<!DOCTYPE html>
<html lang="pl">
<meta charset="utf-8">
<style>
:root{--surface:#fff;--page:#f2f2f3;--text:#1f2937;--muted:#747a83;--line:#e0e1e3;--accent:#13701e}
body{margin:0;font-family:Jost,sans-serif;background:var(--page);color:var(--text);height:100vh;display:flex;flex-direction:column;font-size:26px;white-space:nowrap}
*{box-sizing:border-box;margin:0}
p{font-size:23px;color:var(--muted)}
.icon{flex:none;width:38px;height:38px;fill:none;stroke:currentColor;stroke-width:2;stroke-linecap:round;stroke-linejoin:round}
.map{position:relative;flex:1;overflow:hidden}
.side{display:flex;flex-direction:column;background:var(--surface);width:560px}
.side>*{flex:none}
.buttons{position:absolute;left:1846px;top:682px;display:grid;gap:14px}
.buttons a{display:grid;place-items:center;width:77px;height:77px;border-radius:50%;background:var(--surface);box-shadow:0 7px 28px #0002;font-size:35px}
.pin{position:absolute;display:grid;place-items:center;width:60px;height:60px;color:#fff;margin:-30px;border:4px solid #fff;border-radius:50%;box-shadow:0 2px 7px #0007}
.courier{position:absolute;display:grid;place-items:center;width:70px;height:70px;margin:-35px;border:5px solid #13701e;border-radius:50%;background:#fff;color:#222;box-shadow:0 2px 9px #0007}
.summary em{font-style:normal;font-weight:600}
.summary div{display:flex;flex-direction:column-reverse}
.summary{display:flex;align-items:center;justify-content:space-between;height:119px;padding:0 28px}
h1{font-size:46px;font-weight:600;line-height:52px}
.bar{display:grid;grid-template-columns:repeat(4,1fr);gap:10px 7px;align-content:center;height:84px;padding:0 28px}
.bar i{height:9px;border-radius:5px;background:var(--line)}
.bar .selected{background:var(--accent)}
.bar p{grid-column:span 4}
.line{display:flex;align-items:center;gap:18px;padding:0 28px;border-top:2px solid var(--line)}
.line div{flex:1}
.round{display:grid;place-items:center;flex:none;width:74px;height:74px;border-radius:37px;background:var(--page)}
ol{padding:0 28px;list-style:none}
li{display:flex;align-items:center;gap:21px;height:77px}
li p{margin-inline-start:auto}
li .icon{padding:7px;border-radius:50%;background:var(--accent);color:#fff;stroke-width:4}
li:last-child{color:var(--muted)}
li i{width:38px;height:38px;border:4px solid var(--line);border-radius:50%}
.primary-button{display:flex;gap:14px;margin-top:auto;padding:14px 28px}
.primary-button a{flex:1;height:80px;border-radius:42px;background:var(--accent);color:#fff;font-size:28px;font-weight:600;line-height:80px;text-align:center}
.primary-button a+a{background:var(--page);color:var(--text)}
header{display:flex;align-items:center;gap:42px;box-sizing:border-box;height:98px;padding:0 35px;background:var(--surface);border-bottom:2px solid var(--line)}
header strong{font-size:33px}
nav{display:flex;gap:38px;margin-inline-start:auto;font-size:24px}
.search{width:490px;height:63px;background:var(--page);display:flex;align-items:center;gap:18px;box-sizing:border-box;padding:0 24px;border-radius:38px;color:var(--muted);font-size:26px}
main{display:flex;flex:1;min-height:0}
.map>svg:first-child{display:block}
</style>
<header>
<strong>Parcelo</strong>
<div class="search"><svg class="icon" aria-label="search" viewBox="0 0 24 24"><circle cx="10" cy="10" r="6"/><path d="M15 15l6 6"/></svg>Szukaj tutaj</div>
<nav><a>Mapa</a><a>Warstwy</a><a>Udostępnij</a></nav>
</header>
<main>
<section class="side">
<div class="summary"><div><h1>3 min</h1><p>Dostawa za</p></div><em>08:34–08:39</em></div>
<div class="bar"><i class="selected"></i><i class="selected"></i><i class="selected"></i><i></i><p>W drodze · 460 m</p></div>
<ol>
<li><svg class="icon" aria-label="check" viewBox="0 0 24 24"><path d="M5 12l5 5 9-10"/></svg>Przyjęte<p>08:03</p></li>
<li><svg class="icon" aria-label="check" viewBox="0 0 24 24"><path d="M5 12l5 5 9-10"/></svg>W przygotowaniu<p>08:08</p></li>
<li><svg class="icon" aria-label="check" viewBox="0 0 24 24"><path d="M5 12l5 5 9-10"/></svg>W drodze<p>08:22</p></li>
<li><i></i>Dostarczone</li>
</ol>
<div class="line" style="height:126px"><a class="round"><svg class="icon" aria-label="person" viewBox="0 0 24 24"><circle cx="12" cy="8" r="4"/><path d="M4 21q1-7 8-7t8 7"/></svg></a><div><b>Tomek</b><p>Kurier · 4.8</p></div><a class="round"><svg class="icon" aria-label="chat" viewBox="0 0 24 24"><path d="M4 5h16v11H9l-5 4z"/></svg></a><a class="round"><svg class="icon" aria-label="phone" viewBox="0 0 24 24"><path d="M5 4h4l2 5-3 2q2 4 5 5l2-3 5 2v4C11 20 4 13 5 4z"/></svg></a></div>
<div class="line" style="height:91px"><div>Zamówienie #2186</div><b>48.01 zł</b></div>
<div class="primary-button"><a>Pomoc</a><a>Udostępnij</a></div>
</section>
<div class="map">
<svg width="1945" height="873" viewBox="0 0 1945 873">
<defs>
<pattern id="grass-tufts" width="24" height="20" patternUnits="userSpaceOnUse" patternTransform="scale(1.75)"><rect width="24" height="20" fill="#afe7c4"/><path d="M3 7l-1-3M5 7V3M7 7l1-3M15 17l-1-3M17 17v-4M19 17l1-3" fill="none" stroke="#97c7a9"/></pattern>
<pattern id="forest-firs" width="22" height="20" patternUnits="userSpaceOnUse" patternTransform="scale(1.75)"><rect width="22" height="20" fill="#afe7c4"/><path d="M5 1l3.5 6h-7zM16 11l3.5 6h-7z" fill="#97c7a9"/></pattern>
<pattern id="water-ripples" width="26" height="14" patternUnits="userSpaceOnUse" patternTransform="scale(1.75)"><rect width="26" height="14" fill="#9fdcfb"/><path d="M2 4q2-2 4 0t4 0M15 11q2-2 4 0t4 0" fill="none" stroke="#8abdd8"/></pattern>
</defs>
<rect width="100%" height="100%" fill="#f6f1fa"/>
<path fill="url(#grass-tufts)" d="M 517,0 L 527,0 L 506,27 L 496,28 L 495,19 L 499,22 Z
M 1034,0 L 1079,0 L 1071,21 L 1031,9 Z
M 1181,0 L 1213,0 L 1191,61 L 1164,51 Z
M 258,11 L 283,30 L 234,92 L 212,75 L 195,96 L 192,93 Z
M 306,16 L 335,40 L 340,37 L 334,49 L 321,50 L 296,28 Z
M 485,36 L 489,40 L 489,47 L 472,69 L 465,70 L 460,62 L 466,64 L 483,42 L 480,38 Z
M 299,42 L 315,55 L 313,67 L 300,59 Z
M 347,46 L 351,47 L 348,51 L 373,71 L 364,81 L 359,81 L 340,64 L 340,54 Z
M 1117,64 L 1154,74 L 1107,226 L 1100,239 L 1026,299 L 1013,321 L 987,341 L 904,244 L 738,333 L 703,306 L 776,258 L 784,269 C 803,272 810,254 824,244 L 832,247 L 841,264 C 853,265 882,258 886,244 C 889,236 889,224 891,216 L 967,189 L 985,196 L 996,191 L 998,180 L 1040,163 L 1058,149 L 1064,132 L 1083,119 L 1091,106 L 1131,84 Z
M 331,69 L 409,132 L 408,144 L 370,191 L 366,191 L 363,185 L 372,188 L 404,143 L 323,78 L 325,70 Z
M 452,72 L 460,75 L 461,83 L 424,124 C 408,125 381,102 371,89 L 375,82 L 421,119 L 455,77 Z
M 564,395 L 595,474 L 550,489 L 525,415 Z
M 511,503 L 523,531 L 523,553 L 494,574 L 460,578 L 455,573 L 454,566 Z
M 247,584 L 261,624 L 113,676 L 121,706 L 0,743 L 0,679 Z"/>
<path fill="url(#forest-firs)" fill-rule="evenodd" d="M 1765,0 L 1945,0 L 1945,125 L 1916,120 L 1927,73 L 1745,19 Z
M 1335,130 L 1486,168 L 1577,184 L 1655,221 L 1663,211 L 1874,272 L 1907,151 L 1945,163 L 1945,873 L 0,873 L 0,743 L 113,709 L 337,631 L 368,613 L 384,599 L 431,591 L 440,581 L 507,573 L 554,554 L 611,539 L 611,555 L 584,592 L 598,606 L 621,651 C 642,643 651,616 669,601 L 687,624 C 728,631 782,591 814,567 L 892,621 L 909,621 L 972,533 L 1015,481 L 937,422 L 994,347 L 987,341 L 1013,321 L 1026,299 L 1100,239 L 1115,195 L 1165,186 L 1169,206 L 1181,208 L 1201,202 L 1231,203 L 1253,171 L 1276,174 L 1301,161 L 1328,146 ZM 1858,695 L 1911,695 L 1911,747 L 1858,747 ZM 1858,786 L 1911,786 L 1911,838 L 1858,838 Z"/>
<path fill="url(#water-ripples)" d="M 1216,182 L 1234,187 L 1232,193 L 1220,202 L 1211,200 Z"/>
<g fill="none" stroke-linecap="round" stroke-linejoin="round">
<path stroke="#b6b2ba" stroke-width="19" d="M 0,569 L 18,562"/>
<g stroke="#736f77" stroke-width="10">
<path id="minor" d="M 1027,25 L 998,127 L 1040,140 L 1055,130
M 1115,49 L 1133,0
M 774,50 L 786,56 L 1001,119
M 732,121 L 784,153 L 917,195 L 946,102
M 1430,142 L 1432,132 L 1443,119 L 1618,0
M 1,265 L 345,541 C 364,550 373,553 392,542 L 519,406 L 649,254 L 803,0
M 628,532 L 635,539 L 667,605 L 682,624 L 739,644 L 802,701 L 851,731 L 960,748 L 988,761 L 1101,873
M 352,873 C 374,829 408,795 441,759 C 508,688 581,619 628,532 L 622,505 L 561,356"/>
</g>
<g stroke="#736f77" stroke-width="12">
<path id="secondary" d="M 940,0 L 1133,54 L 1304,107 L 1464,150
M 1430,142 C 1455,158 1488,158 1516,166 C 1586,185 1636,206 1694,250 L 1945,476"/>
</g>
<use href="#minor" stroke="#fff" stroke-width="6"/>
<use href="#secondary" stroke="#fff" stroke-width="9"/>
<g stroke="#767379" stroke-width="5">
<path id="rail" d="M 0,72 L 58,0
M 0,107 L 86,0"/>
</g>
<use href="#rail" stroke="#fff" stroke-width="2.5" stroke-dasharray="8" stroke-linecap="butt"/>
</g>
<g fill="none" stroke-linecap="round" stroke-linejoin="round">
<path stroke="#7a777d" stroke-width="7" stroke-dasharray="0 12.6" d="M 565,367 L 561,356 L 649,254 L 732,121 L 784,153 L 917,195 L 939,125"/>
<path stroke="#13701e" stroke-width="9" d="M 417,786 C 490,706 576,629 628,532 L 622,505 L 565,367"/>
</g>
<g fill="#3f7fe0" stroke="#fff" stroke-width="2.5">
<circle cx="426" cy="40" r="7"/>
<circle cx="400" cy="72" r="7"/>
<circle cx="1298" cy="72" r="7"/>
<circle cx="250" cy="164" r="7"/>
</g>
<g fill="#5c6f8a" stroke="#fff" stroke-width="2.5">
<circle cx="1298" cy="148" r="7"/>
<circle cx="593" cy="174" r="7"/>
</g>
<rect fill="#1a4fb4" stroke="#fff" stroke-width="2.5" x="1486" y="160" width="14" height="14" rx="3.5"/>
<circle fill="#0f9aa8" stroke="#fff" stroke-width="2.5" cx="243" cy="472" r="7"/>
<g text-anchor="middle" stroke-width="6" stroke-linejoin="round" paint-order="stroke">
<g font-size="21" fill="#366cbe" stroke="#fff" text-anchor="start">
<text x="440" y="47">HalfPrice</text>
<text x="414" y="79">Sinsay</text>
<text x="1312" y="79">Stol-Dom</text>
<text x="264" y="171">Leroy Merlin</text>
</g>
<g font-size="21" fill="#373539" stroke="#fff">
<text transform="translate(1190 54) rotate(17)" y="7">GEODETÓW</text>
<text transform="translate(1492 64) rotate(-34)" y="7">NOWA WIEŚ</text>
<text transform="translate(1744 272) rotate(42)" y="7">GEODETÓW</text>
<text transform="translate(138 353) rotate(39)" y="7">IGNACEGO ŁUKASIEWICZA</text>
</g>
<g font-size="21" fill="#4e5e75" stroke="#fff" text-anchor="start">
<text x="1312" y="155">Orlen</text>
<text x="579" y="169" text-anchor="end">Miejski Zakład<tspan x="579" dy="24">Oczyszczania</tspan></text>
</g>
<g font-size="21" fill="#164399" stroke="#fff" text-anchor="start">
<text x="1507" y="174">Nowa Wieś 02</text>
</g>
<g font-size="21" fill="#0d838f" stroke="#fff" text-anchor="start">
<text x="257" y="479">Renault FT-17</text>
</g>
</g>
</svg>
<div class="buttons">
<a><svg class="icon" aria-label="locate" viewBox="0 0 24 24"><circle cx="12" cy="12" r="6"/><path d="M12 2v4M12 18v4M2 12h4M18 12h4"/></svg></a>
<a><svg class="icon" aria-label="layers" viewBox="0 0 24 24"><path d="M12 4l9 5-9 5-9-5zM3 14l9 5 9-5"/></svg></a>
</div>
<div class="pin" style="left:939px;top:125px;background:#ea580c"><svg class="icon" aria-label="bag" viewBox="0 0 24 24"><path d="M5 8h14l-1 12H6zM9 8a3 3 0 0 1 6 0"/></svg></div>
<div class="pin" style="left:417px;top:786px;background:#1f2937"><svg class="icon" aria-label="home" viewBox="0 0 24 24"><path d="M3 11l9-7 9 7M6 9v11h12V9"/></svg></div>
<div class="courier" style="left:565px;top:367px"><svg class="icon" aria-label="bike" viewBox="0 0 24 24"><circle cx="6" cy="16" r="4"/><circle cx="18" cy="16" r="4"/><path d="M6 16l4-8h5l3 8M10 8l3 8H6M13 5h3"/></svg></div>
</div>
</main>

Work instructions: Copy out every line of the listing that contains the string "strong".

Answer section:
header strong{font-size:33px}
<strong>Parcelo</strong>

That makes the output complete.